ORANGE COUNTY, Calif. — Crowded emergency services for kids and a nationwide surge in yet another respiratory illness have Orange County health officials worried.
Respiratory syncytial virus, or RSV, isn’t new but has had an outsized presence since officials saw an uptick in cases in August. The county began seeing about 300 patients a day, and that number rose to 400 a day in the last two weeks.
Historically, the most vulnerable groups to the respiratory illness have been infants, people with suppressed immune systems like cancer patients and the elderly.
“Now we’re seeing kids who are five years old getting RSV and landing in the hospital. That’s unusual,” said Andrew Noymer, a University of California, Irvine professor of population health and disease prevention.
RSV has arisen to lock up almost all available emergency care facilities for children in the county, with officials acting to secure waivers that will allow them to place some children in hospitals that don’t generally take pediatric cases.
And officials worry about what will happen once winter arrives and COVID-19 cases spike as they have each of the past two years. With flu and now RSV forcing people to pay attention, some have coined the term “tri-demic.”
Noymer doesn’t expect all three illnesses to have broad enough penetration to warrant such a name.
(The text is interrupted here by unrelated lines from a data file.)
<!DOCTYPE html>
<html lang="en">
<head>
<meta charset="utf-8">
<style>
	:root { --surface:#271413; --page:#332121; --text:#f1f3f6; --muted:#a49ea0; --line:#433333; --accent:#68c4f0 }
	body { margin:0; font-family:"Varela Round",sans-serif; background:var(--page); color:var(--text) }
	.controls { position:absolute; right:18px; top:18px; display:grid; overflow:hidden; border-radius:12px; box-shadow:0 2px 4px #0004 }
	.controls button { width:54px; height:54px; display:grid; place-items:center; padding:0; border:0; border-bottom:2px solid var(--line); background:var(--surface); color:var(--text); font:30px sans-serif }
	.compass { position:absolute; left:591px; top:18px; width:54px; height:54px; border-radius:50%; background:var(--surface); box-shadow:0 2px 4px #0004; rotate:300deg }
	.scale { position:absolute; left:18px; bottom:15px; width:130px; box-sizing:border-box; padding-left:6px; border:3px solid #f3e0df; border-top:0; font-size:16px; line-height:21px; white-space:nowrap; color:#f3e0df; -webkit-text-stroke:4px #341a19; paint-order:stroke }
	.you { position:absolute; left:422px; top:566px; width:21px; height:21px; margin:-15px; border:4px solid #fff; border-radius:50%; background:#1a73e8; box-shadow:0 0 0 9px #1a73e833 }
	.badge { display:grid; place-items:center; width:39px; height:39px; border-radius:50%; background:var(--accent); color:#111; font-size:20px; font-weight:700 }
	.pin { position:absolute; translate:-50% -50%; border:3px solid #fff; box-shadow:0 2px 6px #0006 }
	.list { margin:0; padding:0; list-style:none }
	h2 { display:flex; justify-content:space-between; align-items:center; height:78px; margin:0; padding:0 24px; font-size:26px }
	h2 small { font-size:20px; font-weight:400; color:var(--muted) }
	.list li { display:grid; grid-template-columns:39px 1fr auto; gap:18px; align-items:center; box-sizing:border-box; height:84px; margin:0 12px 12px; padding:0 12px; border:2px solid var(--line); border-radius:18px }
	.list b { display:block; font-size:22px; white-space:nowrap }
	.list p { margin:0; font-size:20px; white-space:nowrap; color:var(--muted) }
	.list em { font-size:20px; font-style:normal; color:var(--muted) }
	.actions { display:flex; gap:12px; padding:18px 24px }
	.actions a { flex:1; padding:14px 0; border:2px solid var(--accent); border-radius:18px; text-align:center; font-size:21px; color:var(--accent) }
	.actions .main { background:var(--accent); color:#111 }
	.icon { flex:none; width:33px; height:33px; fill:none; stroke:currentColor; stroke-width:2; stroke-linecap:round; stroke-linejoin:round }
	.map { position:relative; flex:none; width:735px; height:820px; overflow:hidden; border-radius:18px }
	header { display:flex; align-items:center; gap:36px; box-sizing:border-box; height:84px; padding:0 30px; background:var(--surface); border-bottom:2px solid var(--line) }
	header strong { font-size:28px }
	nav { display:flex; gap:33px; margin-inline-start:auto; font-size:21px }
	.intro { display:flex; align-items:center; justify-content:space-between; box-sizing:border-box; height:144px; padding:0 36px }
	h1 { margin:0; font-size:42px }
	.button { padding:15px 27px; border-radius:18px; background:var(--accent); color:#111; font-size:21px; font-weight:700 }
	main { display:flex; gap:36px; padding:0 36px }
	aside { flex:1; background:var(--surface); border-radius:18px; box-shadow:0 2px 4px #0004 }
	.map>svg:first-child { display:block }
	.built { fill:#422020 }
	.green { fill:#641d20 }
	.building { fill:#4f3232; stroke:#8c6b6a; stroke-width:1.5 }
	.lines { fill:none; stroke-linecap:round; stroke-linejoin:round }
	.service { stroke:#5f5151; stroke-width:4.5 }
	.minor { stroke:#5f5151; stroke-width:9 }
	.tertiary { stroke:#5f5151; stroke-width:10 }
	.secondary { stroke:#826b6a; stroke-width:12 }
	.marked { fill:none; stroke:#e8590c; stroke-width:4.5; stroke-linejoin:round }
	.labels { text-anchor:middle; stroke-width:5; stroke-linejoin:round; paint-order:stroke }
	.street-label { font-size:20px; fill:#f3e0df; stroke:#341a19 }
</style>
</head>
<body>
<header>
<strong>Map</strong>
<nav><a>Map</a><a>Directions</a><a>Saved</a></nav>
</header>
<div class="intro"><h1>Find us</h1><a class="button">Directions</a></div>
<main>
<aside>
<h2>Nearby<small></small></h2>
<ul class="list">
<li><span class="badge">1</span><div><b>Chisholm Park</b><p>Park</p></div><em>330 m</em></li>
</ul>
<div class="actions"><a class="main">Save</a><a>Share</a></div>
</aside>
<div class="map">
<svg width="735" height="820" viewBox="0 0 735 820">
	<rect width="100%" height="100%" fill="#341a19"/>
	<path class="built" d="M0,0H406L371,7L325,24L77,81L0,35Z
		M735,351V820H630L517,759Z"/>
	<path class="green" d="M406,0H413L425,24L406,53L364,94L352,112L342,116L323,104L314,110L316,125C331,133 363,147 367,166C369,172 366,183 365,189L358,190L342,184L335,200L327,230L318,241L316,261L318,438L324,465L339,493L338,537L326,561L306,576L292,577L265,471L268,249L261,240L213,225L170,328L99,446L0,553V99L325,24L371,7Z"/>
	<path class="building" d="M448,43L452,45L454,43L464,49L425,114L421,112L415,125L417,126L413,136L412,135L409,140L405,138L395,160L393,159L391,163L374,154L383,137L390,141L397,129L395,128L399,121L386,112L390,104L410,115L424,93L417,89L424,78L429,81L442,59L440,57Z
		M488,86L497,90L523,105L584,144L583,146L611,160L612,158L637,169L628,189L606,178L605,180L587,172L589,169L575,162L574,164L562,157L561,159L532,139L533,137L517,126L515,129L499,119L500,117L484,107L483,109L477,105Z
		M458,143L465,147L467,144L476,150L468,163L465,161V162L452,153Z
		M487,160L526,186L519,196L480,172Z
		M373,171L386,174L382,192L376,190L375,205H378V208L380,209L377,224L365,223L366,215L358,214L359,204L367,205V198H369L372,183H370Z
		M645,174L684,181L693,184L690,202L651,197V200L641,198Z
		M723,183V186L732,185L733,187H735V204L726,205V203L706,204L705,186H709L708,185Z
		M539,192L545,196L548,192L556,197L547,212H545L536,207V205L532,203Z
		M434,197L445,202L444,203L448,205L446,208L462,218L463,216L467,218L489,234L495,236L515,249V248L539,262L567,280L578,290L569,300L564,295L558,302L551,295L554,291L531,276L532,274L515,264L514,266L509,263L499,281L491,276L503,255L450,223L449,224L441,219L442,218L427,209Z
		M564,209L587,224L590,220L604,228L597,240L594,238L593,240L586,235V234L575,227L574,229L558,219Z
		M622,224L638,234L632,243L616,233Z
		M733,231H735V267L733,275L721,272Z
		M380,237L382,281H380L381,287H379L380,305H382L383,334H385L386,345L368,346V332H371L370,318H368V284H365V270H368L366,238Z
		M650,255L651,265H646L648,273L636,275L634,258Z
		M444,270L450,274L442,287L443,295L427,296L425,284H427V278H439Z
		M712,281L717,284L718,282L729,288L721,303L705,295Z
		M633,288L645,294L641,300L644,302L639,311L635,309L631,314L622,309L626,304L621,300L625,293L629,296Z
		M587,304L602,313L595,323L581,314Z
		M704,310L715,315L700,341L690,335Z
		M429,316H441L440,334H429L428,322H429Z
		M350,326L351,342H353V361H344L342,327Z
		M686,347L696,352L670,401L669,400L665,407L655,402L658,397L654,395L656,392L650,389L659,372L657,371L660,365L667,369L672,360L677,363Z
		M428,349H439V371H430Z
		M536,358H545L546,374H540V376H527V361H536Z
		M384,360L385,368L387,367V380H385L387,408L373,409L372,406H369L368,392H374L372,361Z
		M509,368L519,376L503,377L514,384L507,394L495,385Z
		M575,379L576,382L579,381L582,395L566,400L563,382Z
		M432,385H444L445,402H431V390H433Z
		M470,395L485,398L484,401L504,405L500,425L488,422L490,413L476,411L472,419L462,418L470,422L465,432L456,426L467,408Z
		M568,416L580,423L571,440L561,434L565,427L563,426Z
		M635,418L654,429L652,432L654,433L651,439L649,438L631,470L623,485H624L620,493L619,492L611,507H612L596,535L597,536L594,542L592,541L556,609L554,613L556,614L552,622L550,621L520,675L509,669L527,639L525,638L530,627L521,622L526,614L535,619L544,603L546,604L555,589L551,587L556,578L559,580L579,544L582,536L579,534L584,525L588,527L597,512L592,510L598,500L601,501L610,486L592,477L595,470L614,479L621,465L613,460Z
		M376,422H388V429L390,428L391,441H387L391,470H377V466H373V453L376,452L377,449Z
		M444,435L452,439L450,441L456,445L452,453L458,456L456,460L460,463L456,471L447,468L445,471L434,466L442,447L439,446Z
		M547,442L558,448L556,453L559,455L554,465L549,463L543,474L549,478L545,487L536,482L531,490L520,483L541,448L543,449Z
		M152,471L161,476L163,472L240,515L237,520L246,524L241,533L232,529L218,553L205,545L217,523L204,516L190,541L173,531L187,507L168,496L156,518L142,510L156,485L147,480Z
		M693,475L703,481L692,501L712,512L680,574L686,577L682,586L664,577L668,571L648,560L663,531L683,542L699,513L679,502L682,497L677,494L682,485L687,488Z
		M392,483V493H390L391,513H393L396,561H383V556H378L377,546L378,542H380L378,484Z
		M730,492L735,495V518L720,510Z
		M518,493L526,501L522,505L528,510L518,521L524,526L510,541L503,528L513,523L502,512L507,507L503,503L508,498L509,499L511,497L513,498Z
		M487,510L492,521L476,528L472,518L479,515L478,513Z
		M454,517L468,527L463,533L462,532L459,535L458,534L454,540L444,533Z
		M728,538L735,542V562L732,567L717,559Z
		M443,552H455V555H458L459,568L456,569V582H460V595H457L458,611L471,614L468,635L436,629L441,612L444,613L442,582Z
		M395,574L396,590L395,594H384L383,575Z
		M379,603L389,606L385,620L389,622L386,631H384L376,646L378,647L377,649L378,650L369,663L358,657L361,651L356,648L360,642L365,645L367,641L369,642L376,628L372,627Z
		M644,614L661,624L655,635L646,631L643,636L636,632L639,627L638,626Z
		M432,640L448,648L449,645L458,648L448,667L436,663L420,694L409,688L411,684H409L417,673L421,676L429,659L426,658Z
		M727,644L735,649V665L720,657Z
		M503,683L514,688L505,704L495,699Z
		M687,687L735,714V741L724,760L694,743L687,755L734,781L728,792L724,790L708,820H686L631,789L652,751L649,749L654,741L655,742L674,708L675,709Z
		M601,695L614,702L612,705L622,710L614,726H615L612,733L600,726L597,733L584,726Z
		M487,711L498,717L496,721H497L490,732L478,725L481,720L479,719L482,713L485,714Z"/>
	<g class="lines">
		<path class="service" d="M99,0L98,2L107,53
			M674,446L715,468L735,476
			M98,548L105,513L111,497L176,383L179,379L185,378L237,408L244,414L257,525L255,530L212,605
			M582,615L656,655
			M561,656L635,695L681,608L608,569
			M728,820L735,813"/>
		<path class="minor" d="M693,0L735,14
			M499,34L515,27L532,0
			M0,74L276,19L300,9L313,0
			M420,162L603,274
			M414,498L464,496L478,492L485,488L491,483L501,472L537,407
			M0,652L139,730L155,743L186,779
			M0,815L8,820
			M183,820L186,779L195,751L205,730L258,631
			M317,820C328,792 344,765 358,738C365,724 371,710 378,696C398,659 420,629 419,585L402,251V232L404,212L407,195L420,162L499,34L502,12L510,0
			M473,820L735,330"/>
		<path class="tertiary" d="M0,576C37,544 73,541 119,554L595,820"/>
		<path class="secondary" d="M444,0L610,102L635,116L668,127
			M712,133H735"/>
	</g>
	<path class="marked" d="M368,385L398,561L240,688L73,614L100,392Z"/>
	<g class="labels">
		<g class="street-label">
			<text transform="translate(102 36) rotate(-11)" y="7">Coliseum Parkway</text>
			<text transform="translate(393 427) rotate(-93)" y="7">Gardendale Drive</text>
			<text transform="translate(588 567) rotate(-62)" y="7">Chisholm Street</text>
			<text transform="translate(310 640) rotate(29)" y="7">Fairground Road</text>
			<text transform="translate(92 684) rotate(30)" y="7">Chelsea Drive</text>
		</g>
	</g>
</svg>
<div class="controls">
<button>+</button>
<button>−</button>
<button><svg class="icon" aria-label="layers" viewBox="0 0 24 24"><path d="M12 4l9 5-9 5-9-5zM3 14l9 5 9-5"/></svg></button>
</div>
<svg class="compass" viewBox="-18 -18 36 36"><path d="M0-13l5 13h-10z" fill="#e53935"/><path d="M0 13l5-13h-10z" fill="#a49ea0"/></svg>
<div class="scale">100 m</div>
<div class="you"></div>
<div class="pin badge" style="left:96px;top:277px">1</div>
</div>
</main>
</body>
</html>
While the flu is currently on the rise right now, he doesn’t expect it to peak at the same time as COVID-19. Flu also has a vaccine, which varies in effectiveness depending on the year.
RSV, however, presents problems it hasn’t presented before.
Noymer said there are two theories.
During the pandemic, kids stayed home from school, preventing them from building a natural immunity to RSV. While most people don’t get severely ill from the virus, Noymer said the common cold can often be attributed to RSV. Without that exposure, kids have an “immunity debt,” which has to be made up.
Noymer favors the second theory, which is that COVID-19 can lower the body’s defense system, dampening the immune system enough to make kids more vulnerable to RSV.
But neither idea has been proven.
“I don’t think we have the data yet to determine which is the answer,” Noymer said. “I can’t fully endorse either one.”
Another concern is that there is no vaccine for infants, and the version that exists for seniors is in trials. COVID-19 vaccines and boosters also have questionable efficacy.
That leaves health officials with rising case numbers in all three respiratory ailments and little idea of how high infection numbers could reach.
The county reports that about 15% of all patients who make it to the hospital are admitted with the most severe symptoms pushed to the head of the line. In the most severe cases, infants can stop breathing. But many experience other symptoms first, like quickened breathing, dehydration or lethargy. Parents observing any of those symptoms should skip urgent care and go straight to the hospital, officials warn.
With a maximum pediatric capacity of about 400 beds in the county, health officials are constantly looking for more emergency beds.
“We try very hard not to transfer kids out of the county. In fact, we’re called day and night to transfer kids into the county,” said Dr. Melanie Patterson, vice president of Patient Care Services and Chief Nursing Officer at CHOC Children’s Hospital.
She and Regina Chinsio-Kwong, Chief Medical Officer and the County Health Officer for the OC Health Care Agency, cautioned people over the holidays. They suggest wearing masks indoors and to stay on top of hand washing.
That advice can translate nationwide, as states across the country have experienced a large bump in RSV cases.
“We’re all experiencing the same surge,” Patterson said. “I think we all know this surge will probably get worse before it gets better.”